Emmanuel Zemmour (président de l’UNEF) : "Il faut un sommet de la jeunesse pour engager une politique coordonnée et cohérente"

Propos recueillis par Sylvie Lecherbonnier et Emmanuel Vaillant Publié le
Moins de deux mois après l’élection de François Hollande à la présidence de la République, Emmanuel Zemmour, président de l’UNEF (4 élus au CNESER, 4 élus au CNOUS), dresse un premier bilan en guise d’avertissement à l’attention du gouvernement. Le syndicat étudiant demande un sommet de la jeunesse pour que les politiques des différents ministères soient coordonnées et ne veut pas du "match retour de la LRU". Le tout dans un contexte électoral tendu, entre les résultats des élections au CNESER et les élections aux CROUS fin 2012.

Une première question d’actualité : suite aux élections du CNESER (Conseil national de l'enseignement supérieur et de la recherche) du 7 juillet 2012, l’UNEF arrive certes en tête mais remporte 4 sièges contre 5 dans le conseil sortant. Est-ce un échec ?

Non. Les résultats électoraux sont bons avec 36 % des suffrages exprimés, un chifrre stable par rapport à 2010. Aussi, l’UNEF dépassent les 50 % dans certaines universités et est représenté dans tous les CA. Par contre, le fait que nous perdions un siège est lié à deux problèmes. Cela tient d’une part à une décision unilatérale du ministère prise à quinze jours de l’élection de ne pas faire participer les élus suppléants au CA. Cela a nui à la représensation des étudiants des universités, et notamment de l’UNEF. D’autre part, dans huit universités, les votes des étudiants n’ont pas été pris en compte pour des causes d’erreur de manipulation. C’est pourquoi nous allons faire un recours pour demander une annulation du scrutin.

Plus globalement, comment jugez-vous les débuts du gouvernement Ayrault et quelles sont vos impressions suite à votre rencontre avec la ministre de l’Enseignement supérieur, Geneviève Fioraso ?
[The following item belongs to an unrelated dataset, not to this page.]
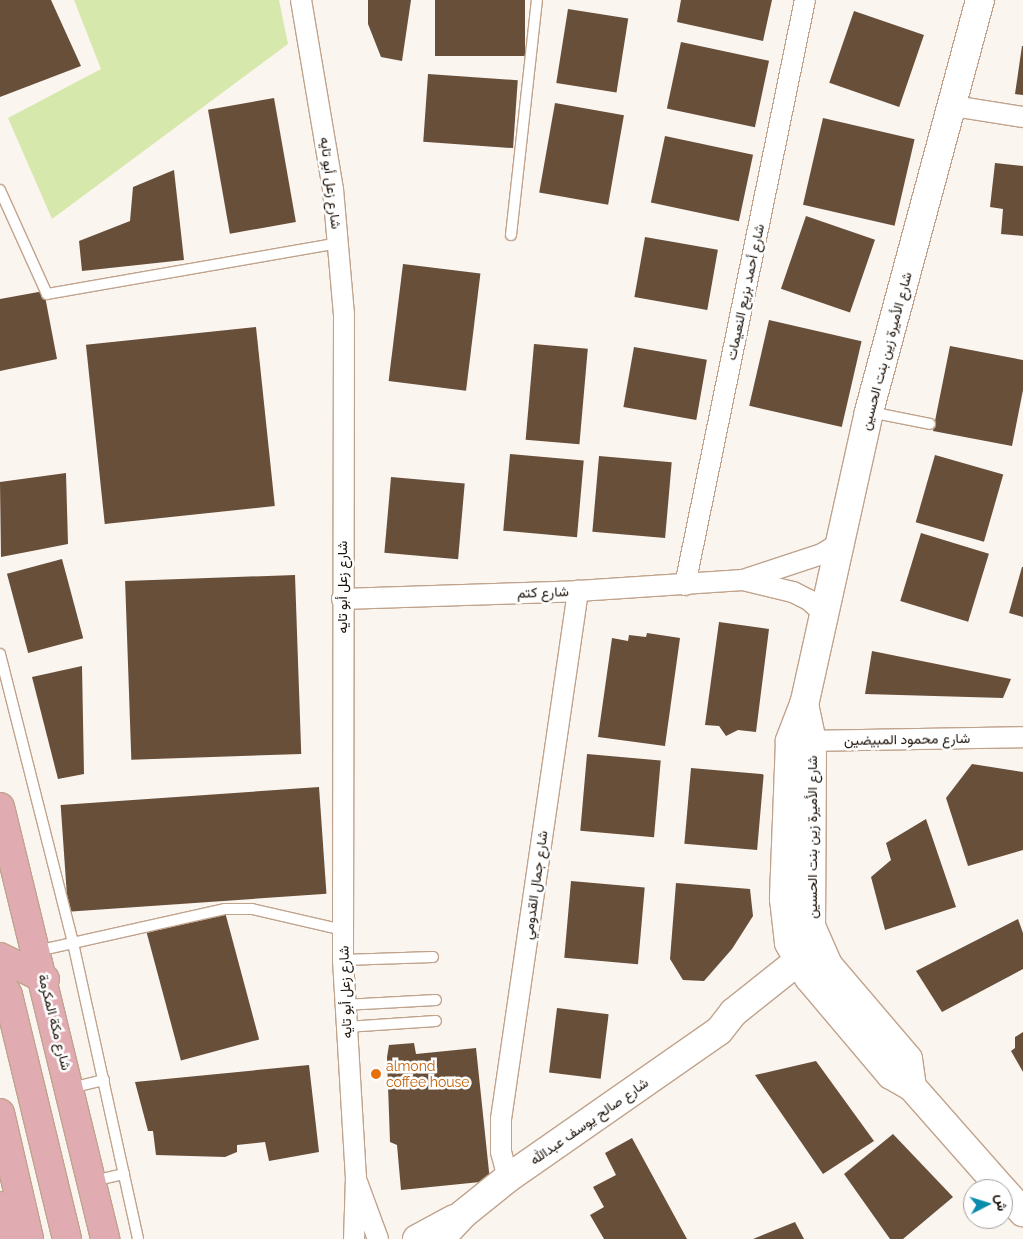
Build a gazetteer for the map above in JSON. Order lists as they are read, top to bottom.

Les premières mesures, telle que l’abrogation de la circulaire Guéant, la promesse de sécurisation des versements des bourses ou encore la réouverture du dossier sur la mastérisation vont dans le bon sens. Aussi, nous avons été les premiers à être reçus par la ministre Geneviève Fioraso et le contact a été bon. Elle nous a fait part de sa volonté de dialogue, nous a dit ne pas vouloir jouer des effets d’annonces, en rupture avec le précédent quinquennat, et elle souhaite s’engager sur des promesses qui pourront être tenues. Cependant, si la direction semble être la bonne, nous avons encore le sentiment que cela avance à tâtons sans une vision politique globale sur la question de la jeunesse. Nous avons entendu les engagements, nous avons entendu la priorité faite à la jeunesse, mais nous ne connaissons toujours pas la feuille de route précise.

Pourtant lorsque la ministre de l’Enseignement supérieur dit vouloir redonner du pouvoir à la représentation étudiante, c’est clair non ?
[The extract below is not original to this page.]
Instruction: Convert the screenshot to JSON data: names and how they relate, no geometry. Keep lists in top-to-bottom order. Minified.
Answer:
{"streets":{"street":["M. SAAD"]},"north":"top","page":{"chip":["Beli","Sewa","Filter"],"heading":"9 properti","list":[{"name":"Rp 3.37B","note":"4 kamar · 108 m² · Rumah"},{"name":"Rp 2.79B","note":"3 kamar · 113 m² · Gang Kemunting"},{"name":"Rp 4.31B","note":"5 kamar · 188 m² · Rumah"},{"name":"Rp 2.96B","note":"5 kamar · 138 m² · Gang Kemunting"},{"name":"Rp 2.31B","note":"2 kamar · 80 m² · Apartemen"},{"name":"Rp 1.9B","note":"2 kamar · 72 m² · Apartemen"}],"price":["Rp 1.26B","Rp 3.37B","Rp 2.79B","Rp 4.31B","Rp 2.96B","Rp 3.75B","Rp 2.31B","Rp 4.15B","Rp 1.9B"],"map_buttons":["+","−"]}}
Les fusions d’universités et la LRU nous ont coûté cher en termes de démocratie étudiante.

Certes elle veut redonner une place aux étudiants dans les universités, et c'est nécessaire. Les fusions d’universités et la LRU nous ont coûté cher en termes de démocratie étudiante. Les étudiants ont moins de pouvoirs dans les universités, ce qui crée des déséquilibres et exacerbe les divergences au sein de la communauté universitaire. Dans les conseils d’administration, les étudiants n’ont plus que cinq élus sur plus de trente membres et la LRU a supprimé les prérogatives des CEVU (Conseil des études et de la vie étudiante), seule instance dans laquelle les étudiants sont représentés à la hauteur de leur poids réel au sein des universités.
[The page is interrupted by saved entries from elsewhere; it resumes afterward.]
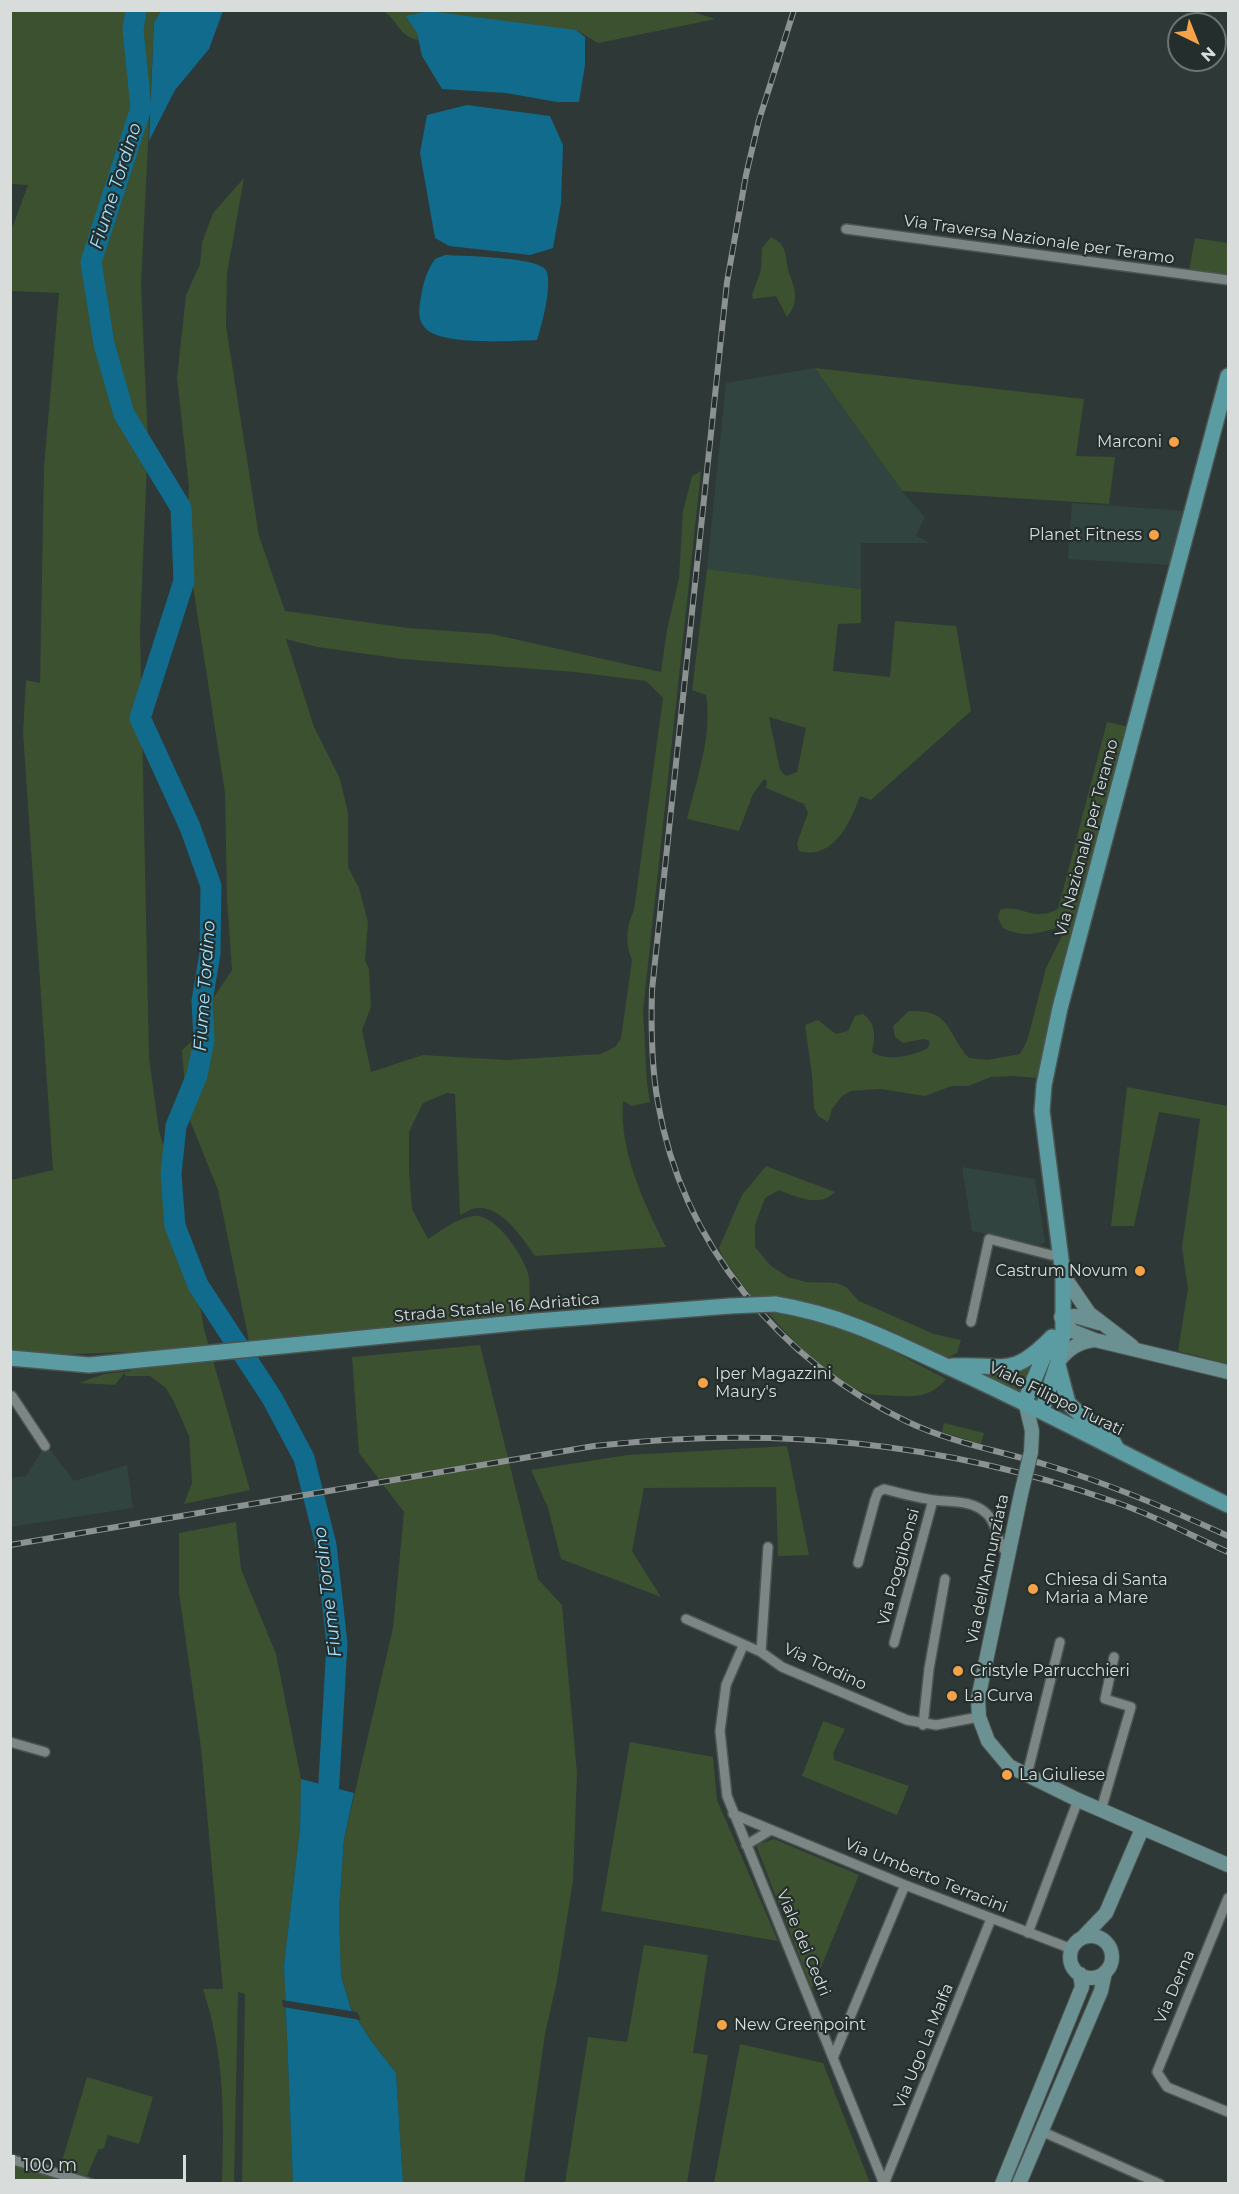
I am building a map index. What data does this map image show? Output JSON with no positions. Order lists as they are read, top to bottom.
{
  "streets": {
    "main road": ["Via Nazionale per Teramo", "Strada Statale 16 Adriatica", "Viale Filippo Turati"],
    "street": [
      "Via Traversa Nazionale per Teramo",
      "Via Poggibonsi",
      "Via dell'Annunziata",
      "Via Tordino",
      "Via Umberto Terracini",
      "Viale dei Cedri",
      "Via Derna",
      "Via Ugo La Malfa"
    ]
  },
  "crossings": [
    ["Via Nazionale per Teramo", "Viale Filippo Turati"],
    ["Via Nazionale per Teramo", "Via dell'Annunziata"],
    ["Strada Statale 16 Adriatica", "Viale Filippo Turati"],
    ["Viale Filippo Turati", "Via dell'Annunziata"],
    ["Via dell'Annunziata", "Via Tordino"],
    ["Via Umberto Terracini", "Viale dei Cedri"],
    ["Via Umberto Terracini", "Via Ugo La Malfa"],
    ["Viale dei Cedri", "Via Ugo La Malfa"]
  ],
  "water": ["Fiume Tordino"],
  "places": [
    "Marconi",
    "Planet Fitness",
    "Castrum Novum",
    "Iper Magazzini Maury's",
    "Chiesa di Santa Maria a Mare",
    "Cristyle Parrucchieri",
    "La Curva",
    "La Giuliese",
    "New Greenpoint"
  ],
  "scale_bar": "100 m",
  "north": "bottom right"
}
Les Assises de l’enseignement supérieur prévues à l’automne prochain ne seront-elles pas l’occasion de remettre à plat ces questions ?

Peut-être mais notre inquiétude vis-à-vis de ces Assises est de voir se développer une politique universitaire autonome, dans sa bulle. Ce que l’on craint c’est que ces Assises soient une réponse à la communauté universitaire après cinq ans de maltraitance. Or, il ne suffit pas de revenir sur les frustrations générées par Nicolas Sarkozy. On ne veut pas se restreindre à faire le match retour de la LRU. Une nouvelle loi oui, mais pour quoi faire? Ce qui intéresse les étudiants en priorité c’est : comment ils vont être formés, quels moyens pour l’université, quelle reconnaissance pour leur diplôme sur le marché de l'emploi, etc. Le message que nous avons alors fait passer à la ministre, c’est d'intégrer les questions relatives à l'enseignement supérieur à un sommet de la jeunesse.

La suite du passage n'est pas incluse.